A key test of Iran’s interest in diplomacy with the West is whether it will respond to efforts to revive the 2015 nuclear deal, an issue complicated by the candidacy of former President Donald J. Trump.

The deal is designed to prevent Iran from building a nuclear bomb. Technically due next year.but Almost non-existent Iran has been in turmoil since Trump withdrew from the deal in 2018 and reimposed sanctions on the United States. That has prompted Iran to speed up its uranium enrichment process, and experts say it may now be able to produce fuel for three or more nuclear bombs within days or weeks.

Iran has long insisted its nuclear program is peaceful and says it is prohibited from building or using nuclear weapons under a 2003 fatwa issued by Khamenei. U.S. officials say there is no evidence Iran is currently working to weaponize near-bomb-grade uranium, but Israelis argue such efforts do occur under the guise of university research.

Catherine Ashton, a British diplomat who was overseeing the nuclear talks as EU foreign policy chief when the interim deal was reached in 2013, and who worked closely with Jalili and Zarif at the negotiating table, said Jalili seemed most concerned with “keeping the talks going while making sure there was no real progress or outcome.”

Zarif, on the other hand, has “a deeper understanding of the United States and Europe and is determined to secure Iran’s future in the region,” Ms. Ashton said.

Khamenei has warned Iranians not to elect a president who could be seen as too open to the West, especially the U.S. Diplomats also point to Iran’s warming transactional ties with Russia over the past decade after years of mistrust and disagreements as helping Iran cope with continued international isolation.

The Gaza war has heightened tensions between the United States and Iranian-backed forces in Lebanon, Syria, Iraq and Yemen, reducing the likelihood of a new deal between Washington and Tehran. Stimson Center Expert Wrote.

go through Israel attacks Iranian embassy In April, Iran launched an attack in Syria that killed several Iranian commanders. In retaliation, Tehran fired hundreds of missiles and drones at Israel, most of which were intercepted. It marked a serious escalation in tensions between the two foes and is likely to prompt Iran to ensure it has a stronger deterrent.

The Iranians are aware, however, that the United States is determined to prevent a wider conflict in the Middle East, and messages have been passed between the two governments through back channels highlighting the dangers.
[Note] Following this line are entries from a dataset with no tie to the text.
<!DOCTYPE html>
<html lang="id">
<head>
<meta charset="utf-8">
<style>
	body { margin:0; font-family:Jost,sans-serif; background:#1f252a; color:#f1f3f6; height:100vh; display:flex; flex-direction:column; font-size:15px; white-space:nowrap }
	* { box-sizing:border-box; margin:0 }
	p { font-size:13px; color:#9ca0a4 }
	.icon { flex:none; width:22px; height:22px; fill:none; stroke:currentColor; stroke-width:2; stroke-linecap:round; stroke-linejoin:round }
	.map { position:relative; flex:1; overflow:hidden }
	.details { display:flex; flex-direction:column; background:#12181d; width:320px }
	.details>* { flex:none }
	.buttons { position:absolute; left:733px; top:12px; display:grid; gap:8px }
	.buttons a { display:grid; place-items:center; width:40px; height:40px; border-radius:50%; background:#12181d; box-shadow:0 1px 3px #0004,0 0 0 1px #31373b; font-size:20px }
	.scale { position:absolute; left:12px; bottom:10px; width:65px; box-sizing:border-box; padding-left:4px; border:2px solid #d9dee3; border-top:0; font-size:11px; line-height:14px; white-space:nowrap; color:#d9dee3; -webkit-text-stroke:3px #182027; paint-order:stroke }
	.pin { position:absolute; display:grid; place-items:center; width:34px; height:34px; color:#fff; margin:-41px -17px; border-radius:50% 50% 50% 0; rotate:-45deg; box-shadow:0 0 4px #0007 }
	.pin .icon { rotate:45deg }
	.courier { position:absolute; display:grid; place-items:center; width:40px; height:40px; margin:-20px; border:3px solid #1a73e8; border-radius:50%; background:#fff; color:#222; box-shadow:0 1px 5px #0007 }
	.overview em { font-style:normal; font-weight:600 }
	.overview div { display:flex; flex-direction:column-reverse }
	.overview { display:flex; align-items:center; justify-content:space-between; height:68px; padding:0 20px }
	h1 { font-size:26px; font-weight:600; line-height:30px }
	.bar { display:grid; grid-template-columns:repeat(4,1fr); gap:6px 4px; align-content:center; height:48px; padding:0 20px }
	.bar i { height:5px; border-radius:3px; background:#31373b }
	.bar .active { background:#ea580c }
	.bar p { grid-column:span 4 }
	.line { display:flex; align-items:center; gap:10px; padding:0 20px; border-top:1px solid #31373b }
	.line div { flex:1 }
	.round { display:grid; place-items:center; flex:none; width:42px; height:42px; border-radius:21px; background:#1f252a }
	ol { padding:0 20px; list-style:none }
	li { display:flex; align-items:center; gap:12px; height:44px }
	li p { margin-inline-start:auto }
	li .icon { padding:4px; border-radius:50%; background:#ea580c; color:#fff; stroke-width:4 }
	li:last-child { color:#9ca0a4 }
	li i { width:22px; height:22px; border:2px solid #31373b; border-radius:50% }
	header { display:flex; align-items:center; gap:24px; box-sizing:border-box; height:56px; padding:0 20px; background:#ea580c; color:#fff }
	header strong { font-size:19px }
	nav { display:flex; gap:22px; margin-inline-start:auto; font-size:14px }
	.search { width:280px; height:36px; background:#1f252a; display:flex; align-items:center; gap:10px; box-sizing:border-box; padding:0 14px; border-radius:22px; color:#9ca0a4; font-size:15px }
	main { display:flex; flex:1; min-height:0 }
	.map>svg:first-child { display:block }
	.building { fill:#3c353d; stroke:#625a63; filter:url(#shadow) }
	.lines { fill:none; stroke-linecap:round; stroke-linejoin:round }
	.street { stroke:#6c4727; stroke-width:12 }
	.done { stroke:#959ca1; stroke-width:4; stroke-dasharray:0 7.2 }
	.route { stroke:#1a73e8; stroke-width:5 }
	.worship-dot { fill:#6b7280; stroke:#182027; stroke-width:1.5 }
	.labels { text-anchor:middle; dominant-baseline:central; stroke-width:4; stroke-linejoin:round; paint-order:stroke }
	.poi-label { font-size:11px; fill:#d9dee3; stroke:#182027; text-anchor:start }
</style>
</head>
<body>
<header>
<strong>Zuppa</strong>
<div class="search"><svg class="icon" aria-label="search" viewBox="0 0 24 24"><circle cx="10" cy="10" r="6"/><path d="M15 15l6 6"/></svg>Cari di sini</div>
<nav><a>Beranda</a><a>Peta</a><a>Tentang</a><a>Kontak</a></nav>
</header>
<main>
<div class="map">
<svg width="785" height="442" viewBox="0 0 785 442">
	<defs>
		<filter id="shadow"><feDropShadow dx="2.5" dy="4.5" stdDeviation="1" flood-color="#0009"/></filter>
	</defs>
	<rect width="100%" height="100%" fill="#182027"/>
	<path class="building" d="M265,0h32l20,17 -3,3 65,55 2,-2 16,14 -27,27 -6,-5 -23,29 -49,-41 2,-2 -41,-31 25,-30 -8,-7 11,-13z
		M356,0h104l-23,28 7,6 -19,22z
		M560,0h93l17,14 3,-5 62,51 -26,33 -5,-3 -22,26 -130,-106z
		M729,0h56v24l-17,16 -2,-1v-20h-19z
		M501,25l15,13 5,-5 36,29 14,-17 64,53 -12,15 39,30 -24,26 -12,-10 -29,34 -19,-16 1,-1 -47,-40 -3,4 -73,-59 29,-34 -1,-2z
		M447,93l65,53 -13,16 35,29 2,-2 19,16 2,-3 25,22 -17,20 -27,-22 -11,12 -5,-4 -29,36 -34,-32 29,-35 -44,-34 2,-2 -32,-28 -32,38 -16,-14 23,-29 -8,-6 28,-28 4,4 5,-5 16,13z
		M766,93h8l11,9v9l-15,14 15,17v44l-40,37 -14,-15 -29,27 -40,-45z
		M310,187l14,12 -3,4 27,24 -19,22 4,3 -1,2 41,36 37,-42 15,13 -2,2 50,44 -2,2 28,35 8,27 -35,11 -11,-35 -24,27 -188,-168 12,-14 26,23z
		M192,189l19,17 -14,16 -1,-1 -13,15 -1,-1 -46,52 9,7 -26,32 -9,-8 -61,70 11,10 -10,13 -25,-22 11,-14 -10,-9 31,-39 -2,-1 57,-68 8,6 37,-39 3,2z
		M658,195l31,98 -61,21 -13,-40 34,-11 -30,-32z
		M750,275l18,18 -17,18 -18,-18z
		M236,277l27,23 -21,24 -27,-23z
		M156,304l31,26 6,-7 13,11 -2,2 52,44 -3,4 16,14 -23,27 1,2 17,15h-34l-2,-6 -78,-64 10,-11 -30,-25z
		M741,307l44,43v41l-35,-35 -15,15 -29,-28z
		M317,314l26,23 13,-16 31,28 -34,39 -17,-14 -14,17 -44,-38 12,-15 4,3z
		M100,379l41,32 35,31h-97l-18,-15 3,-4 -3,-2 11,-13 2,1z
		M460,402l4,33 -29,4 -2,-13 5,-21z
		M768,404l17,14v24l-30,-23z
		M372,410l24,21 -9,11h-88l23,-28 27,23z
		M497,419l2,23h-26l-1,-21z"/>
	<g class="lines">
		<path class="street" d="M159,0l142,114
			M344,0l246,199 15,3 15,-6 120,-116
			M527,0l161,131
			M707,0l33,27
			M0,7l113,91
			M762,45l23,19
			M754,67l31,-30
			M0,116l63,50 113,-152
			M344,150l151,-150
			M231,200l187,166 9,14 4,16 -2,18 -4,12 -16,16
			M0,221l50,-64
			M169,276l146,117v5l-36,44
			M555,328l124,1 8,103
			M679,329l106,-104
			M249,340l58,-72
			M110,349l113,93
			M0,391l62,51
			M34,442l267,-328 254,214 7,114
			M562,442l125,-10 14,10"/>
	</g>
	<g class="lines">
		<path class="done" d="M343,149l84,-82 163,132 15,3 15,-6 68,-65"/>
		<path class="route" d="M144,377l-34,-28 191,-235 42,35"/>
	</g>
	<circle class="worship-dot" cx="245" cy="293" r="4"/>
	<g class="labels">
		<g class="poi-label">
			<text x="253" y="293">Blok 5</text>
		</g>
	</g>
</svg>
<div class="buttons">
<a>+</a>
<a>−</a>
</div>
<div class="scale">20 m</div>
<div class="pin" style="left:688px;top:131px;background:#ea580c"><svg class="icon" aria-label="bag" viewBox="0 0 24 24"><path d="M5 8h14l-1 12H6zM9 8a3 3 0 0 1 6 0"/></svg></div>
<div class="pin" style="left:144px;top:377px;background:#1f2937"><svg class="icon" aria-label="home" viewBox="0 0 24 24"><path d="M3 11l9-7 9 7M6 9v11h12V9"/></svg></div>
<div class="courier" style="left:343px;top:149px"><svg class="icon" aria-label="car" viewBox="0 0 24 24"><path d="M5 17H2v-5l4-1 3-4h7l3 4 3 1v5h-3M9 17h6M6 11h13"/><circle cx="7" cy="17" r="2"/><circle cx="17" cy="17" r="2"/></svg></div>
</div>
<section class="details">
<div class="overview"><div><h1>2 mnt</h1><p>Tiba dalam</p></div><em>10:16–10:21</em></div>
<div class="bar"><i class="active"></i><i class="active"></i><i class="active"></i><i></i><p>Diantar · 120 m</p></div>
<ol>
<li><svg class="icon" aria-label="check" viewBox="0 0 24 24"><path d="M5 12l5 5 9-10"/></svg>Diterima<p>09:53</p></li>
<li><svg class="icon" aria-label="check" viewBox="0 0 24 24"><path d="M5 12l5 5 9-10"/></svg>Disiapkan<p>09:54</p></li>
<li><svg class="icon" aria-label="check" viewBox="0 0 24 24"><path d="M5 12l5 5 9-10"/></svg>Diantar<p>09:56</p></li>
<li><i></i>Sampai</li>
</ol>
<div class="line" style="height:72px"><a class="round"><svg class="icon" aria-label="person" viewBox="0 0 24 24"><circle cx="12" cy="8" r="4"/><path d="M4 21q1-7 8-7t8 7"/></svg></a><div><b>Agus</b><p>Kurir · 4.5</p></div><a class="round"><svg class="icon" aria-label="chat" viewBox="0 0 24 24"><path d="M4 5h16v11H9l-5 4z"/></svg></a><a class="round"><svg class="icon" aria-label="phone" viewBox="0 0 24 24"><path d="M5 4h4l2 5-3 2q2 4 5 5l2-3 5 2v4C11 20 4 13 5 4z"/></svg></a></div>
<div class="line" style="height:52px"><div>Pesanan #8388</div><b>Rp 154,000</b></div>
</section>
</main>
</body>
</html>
A Prisoner exchange Last year’s nuclear deal between the two countries raised hopes for further diplomatic cooperation, as did indirect talks on the nuclear program. But Iran is now focused on how — or if — Trump will deal with it if he wins re-election in November. Iranian politicians generally believe.

Negotiator Ross said Iran’s new president will have some wiggle room in making government decisions to adjust the balance between “pragmatism and adherence to the ideological norms set by the supreme leader.”

But Khamenei’s words and actions can only go so far in Pezeshkian’s foreign policy, especially when it comes to dealing with the U.S. Khamenei has set clear boundaries. Even on the 2015 nuclear deal, Ross said, the supreme leader “kept his distance and was ready to say ‘I told you so’ when Trump walked away from it.”